Cook's Blue vs RAL 580-4
Cook's Blue is a Farrow & Ball color while RAL 580-4 comes from RAL Effect. Both sit in the blue family, which is useful context if you're narrowing within a single hue direction. At LRV 25 vs 18, Cook's Blue will read as the brighter of the two — a 7-point gap that matters most in north-facing or low-light rooms. At ΔE 12.7, these are genuinely distinct colors — a strong contrast if used together, or a meaningful choice between two different directions. Below you'll find 4 real-room photo comparisons where both colors appear side by side, plus 5 simulated room previews.
Cook's Blue vs RAL 580-4 in Real Spaces
4 real rooms side by side. Seeing Cook's Blue and RAL 580-4 in actual rooms makes the difference concrete; browse the spaces below to get a feel for how each color lives on a wall.
Living Room
Living rooms test a color across a full range of conditions — morning sun, afternoon shade, and evening lamp light all shift how both of these read.
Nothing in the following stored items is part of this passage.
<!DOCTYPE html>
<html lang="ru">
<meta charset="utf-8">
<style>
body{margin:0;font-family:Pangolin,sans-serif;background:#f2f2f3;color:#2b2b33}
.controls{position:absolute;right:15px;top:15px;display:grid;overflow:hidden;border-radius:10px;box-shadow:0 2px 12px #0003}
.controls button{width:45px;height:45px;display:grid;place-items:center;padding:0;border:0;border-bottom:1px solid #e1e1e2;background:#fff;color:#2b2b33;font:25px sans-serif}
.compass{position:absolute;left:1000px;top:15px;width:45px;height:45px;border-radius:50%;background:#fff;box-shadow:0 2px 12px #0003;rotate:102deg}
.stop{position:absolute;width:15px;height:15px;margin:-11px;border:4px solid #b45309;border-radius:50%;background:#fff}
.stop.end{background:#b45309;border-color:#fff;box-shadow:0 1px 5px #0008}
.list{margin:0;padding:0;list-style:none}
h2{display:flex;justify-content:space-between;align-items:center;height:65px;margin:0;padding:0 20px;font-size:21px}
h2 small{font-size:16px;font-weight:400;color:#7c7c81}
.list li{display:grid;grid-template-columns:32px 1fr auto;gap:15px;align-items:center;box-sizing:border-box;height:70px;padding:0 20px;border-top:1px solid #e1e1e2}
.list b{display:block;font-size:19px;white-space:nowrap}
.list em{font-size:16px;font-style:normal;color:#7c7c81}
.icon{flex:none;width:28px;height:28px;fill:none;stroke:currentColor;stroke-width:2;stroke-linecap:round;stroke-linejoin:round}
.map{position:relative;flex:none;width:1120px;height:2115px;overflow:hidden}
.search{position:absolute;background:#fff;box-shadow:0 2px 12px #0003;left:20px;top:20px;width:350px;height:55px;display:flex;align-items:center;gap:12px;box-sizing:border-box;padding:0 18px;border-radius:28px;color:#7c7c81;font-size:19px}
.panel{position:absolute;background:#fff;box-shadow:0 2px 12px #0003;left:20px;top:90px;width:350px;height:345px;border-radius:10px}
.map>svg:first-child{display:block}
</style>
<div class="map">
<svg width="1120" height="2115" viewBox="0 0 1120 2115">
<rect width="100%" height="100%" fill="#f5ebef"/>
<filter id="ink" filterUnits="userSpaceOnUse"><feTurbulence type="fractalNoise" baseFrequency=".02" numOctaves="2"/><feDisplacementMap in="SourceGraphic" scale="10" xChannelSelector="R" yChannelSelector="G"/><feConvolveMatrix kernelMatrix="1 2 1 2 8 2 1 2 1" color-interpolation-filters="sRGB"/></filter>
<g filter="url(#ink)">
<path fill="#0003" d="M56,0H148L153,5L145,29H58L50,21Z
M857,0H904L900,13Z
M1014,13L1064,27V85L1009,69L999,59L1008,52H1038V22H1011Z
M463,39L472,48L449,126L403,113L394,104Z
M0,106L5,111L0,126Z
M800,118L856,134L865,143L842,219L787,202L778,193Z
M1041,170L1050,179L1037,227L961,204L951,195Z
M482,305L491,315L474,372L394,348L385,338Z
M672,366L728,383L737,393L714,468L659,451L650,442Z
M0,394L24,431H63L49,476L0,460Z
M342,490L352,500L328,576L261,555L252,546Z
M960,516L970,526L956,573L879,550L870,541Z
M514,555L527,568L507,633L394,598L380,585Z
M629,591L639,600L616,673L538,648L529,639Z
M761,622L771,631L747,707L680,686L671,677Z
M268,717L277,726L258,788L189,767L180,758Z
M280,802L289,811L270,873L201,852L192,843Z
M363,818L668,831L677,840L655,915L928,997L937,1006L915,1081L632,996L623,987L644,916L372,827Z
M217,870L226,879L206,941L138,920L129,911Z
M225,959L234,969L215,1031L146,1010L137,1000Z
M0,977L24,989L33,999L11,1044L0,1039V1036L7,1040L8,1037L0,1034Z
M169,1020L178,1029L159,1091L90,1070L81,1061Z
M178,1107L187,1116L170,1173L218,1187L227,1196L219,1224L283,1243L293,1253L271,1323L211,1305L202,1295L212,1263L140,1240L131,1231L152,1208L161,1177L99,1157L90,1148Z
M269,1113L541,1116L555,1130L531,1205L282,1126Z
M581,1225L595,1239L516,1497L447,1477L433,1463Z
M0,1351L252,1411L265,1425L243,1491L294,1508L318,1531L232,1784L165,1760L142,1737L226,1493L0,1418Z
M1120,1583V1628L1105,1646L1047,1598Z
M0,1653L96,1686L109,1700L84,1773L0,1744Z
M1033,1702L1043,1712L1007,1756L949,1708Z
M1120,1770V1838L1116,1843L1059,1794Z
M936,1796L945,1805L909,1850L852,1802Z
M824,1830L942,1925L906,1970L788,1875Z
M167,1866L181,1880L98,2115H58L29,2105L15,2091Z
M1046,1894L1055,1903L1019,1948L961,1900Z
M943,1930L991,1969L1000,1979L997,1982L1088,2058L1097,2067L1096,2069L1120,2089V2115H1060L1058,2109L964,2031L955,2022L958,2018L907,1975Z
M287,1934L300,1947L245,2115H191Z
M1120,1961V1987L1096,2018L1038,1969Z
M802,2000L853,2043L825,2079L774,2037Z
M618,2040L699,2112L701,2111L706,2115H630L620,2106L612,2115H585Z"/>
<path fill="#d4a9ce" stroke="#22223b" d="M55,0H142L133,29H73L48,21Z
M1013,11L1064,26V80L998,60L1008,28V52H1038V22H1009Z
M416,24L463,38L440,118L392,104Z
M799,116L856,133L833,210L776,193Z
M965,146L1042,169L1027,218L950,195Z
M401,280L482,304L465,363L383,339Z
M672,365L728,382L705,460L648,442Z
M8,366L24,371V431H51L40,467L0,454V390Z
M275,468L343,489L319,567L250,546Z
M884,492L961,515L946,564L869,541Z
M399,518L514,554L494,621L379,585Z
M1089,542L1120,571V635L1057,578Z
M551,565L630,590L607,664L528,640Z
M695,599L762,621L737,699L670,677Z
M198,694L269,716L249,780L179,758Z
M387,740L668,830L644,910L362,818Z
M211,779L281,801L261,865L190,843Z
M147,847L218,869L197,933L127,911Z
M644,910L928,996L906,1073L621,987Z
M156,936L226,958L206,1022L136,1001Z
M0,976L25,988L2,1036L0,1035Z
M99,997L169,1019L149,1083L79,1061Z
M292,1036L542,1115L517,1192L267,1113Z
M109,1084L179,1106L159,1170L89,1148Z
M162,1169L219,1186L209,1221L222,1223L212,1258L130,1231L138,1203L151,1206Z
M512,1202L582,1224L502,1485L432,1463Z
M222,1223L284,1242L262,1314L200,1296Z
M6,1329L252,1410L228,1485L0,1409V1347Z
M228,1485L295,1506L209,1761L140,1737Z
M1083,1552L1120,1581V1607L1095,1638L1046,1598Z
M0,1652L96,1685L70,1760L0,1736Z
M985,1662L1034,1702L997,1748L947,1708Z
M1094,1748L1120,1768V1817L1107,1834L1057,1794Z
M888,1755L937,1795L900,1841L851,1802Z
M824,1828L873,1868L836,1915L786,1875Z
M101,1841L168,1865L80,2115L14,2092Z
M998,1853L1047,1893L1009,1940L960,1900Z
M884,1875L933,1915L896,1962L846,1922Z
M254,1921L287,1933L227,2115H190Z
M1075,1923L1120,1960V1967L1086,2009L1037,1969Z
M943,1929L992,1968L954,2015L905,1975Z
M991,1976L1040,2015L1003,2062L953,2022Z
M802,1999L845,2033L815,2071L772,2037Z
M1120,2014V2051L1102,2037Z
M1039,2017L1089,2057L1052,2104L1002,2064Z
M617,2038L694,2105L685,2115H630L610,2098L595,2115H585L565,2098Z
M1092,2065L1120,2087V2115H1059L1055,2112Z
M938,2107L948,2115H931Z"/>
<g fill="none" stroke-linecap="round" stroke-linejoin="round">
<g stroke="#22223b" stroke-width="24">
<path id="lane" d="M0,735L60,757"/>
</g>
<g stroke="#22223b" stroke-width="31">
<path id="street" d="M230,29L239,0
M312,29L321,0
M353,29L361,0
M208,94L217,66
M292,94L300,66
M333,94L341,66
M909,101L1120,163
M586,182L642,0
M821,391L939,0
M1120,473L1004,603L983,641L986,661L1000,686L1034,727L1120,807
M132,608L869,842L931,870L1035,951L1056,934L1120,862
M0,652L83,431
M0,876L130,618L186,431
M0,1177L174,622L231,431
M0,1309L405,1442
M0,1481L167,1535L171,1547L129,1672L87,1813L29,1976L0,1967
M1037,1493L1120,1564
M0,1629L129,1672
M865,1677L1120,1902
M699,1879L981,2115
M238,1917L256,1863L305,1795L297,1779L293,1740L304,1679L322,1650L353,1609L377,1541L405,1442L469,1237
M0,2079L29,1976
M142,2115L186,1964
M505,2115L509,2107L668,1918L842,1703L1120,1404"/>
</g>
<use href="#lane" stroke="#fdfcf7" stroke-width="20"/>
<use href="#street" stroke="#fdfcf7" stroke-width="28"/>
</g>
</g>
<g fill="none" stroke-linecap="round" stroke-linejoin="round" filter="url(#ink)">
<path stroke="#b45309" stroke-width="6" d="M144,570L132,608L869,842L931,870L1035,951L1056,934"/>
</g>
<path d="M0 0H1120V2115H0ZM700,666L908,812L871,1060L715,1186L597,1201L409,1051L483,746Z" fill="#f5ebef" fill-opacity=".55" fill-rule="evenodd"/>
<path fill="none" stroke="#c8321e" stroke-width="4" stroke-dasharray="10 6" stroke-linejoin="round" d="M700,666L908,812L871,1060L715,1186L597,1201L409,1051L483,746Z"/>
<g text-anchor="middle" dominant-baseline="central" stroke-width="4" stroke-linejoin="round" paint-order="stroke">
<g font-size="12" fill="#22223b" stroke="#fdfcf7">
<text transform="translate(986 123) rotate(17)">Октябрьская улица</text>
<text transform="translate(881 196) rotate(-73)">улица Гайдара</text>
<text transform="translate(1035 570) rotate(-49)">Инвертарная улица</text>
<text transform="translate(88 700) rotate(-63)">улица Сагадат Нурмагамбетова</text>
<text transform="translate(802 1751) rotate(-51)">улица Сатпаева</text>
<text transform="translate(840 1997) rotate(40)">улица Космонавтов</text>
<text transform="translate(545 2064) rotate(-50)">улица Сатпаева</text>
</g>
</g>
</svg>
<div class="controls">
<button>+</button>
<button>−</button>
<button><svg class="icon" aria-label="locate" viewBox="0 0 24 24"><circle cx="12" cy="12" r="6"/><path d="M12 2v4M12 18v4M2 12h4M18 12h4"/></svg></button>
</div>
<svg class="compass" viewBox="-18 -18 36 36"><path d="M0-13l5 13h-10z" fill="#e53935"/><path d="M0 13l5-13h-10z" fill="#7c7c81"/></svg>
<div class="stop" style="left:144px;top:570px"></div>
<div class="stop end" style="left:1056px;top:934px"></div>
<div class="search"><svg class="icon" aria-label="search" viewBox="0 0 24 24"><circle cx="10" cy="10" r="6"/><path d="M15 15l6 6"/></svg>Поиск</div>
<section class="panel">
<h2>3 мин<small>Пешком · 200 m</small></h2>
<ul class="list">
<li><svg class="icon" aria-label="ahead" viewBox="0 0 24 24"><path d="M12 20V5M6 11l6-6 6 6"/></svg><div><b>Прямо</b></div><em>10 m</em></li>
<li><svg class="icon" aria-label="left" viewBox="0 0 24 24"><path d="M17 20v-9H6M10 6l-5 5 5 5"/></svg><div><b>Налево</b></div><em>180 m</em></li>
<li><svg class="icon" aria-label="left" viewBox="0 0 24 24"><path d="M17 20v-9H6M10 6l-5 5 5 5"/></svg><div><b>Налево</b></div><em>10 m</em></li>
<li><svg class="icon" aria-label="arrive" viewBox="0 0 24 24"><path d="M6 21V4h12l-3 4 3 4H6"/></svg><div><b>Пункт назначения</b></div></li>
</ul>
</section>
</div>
Cook's Blue has the edge in reflectance, which shows as a quiet sense of added space rather than an obvious contrast.
Bedroom
Bedroom walls are often seen under warm artificial light, a context that shifts both colors from how they look on a chip. The brightness difference is modest but present — Cook's Blue gives the walls a little more lift.
Bathroom
Bathrooms amplify color — the enclosed space and reflective surfaces make what reads subtle elsewhere feel more present here. The brightness difference is modest but present — Cook's Blue gives the walls a little more lift.
Kitchen Cabinets
On cabinetry, undertone and temperature become more pronounced against countertops and hardware. The brightness difference is modest but present — Cook's Blue gives the walls a little more lift.
Color Details
Cook's Blue vs RAL 580-4 Simulated Comparison
5 simulated room previews — drag the slider on each to see Cook's Blue on one side and RAL 580-4 on the other.
Digital color is approximate. These simulations are generated from the manufacturer's hex values and overlaid on grayscale room photos — your screen's calibration, brightness, and viewing angle all affect how they render. Before committing to either color, test physical samples in your own space under the light you actually live with.
More Cook's Blue comparisons
See how Cook's Blue stacks up against other well-photographed colors across different brands and tones.